I don’t want advice on shoes (unless it’s advice for motorcycle boots), I don’t read horoscopes and loathe any publication that thinks it’s what women want, and I need advice for saving money that has less to do with bargains at department stories (how to get that designer look for less!) and more to do with how to save money on utility bills, water bills, rent, gas, etc. Movie news is fun – but I would prefer information about the best places to go in Canada or Mexico for single women travelers, how to get started kayaking in my 40s, the realities of starting a dog-walking business, certifications offered through most community colleges that can help my career prospects, the easiest veggies to grow in a tiny space, etc.

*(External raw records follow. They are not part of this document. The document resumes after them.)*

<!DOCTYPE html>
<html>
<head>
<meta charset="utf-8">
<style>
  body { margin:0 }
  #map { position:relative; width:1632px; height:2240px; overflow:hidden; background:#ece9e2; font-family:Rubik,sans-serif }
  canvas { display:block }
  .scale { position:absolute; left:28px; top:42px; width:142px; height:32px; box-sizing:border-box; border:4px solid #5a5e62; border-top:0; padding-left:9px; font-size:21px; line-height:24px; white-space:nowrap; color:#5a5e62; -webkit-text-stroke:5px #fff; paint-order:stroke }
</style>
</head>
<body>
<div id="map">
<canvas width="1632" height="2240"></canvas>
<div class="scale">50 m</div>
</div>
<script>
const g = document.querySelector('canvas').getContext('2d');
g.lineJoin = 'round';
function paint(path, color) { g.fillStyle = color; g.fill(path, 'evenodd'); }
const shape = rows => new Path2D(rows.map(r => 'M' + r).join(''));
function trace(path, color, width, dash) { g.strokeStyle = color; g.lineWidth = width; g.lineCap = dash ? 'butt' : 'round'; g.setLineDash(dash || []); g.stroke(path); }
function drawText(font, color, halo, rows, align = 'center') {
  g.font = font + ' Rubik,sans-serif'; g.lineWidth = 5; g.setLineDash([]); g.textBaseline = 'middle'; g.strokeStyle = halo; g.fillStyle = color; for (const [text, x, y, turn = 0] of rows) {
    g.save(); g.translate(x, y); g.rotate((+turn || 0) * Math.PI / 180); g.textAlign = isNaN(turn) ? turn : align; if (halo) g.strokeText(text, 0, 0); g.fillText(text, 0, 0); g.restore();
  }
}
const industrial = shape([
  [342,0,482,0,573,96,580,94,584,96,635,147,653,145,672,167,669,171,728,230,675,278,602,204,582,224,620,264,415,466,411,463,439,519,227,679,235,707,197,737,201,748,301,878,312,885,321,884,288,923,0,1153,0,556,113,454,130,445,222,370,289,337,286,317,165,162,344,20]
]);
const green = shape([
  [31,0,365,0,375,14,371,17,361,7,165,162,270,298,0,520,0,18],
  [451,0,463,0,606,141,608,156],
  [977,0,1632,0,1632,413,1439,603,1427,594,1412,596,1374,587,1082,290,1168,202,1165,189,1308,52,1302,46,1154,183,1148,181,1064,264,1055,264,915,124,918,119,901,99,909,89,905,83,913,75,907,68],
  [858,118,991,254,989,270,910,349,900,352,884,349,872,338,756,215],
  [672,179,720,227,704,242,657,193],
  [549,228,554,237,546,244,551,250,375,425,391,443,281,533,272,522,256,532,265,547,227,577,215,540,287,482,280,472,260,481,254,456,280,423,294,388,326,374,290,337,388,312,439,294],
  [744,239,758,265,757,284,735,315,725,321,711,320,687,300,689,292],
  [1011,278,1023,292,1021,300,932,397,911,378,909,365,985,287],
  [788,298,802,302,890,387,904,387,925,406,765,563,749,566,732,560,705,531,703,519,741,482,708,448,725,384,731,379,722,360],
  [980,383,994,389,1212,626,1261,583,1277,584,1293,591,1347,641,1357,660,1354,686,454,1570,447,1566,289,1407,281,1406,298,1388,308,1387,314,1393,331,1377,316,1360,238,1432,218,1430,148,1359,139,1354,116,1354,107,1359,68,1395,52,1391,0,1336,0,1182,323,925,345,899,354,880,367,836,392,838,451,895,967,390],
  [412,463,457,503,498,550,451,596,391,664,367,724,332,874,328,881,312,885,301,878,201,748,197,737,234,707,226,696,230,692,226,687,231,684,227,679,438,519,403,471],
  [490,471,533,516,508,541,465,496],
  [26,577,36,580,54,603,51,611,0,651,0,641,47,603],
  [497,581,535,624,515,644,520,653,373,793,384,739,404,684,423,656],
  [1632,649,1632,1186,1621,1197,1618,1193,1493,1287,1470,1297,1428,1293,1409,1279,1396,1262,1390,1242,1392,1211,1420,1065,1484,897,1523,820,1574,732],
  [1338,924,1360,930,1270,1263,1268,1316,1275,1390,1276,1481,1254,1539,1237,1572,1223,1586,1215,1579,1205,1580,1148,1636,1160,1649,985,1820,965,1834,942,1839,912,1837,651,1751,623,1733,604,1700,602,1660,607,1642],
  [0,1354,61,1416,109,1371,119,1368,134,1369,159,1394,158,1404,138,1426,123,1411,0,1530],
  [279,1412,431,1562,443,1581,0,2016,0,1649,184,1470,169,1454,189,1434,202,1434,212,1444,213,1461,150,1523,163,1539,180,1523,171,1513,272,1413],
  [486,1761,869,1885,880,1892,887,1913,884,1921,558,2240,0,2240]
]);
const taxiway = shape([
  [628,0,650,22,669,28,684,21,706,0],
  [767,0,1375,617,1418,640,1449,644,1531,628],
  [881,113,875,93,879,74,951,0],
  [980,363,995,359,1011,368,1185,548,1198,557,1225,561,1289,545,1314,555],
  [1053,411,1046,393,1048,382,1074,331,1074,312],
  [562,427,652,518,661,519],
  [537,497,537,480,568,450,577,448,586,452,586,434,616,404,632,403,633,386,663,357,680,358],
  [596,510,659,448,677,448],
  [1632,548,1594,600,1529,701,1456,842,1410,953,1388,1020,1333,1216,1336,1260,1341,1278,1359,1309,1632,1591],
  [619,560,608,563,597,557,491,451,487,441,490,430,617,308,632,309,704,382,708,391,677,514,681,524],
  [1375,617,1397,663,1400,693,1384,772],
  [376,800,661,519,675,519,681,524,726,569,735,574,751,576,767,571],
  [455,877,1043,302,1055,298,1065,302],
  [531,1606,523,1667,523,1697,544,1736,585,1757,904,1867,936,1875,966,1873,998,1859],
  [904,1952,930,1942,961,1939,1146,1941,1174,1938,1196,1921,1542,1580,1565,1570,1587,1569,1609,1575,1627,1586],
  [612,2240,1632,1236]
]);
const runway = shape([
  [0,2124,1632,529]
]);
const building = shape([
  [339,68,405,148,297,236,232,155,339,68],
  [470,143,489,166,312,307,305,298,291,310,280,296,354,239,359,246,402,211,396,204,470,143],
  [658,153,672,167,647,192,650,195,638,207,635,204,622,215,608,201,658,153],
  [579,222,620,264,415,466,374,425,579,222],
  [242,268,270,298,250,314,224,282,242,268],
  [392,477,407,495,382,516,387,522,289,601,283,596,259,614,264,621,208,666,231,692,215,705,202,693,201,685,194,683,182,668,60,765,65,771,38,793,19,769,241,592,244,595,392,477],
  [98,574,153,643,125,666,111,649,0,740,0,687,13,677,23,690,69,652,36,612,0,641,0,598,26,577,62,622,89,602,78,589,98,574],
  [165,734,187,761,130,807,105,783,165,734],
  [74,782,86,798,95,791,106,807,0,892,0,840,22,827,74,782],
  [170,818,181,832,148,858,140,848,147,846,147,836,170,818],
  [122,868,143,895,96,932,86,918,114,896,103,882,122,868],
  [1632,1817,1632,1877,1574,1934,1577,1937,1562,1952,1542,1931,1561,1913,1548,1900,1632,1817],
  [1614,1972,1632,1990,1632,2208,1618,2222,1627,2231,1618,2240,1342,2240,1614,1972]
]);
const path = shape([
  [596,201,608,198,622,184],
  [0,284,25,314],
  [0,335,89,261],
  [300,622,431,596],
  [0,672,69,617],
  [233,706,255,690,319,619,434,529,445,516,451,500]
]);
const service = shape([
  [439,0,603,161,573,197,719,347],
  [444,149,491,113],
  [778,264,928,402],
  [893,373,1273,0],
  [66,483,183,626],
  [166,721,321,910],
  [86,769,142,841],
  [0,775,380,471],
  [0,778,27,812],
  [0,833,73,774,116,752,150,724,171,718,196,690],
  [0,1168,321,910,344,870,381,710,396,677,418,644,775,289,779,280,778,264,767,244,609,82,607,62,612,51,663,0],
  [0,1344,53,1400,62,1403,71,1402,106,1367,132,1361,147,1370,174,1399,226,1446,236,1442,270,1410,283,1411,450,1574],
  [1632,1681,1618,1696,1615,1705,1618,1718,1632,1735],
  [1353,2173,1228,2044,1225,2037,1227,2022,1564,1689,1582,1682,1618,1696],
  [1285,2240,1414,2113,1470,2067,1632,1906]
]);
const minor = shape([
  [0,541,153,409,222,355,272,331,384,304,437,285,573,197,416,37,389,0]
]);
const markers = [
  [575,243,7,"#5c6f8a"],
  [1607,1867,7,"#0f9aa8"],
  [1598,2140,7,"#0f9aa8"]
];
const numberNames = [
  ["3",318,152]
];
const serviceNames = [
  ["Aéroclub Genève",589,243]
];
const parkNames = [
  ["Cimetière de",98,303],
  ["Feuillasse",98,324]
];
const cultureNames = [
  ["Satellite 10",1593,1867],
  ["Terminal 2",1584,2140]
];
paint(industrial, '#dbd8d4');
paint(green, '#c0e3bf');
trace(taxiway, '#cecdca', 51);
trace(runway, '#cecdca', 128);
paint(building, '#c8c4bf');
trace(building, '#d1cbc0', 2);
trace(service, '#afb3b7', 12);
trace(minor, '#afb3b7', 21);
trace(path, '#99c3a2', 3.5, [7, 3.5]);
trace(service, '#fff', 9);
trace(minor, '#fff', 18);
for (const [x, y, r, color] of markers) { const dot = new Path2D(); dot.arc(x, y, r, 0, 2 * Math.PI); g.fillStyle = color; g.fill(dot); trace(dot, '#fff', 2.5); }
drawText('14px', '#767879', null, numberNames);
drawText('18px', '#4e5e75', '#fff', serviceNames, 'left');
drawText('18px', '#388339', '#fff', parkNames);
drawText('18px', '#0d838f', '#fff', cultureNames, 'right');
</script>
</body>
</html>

I want something that it fierce and funny and intelligent. Partner with the people behind the magazine Bust and do something that women would actually like to read every day.

YahooAnswers

YahooAnswers is NOT living up to its potential. It could be awesome. Instead, the same questions are getting asked again and again on YahooAnswers. Some version of I’m 13/14 and I want to volunteer in my hometown with animals. How can I do that? gets posted to the community service section EVERY DAY. YahooAnswers needs a FAQs, with answers. And you need to pay some experts to regularly monitor and answer questions in certain sections, to ensure people are getting quality answers. For instance, give PeaceCorps and Girl Scouts small grants to cover their staff time for spending a few minutes every day on YahooAnswers and answering questions regarding their respective organizations.

Flickr

QUIT MESSING WITH FLICKR. Photos already take up a lot of bandwidth – stop adding scripts and other “features” that make it even more bloated!

Get Personal

I never see your staff on TV being interviewd or offering commentary. I don’t hear about your staff doing something wacky, or philanthropic, or participating in take-your-dog-to-work day. I don’t see or hear them at the conferences I go to. I don’t see them hosting webinars to help different business sectors, including nonprofits, to get the most our of the Interwebs. You’re just this faceless company, a fortress, with web offerings that are, more and more, not what I want or need. I don’t see you sponsoring or participating in things like AIR events by Knowbility.

Who are you, Yahoo? How are you going to let me know who you are? Woo me, Yahoo. Woo me.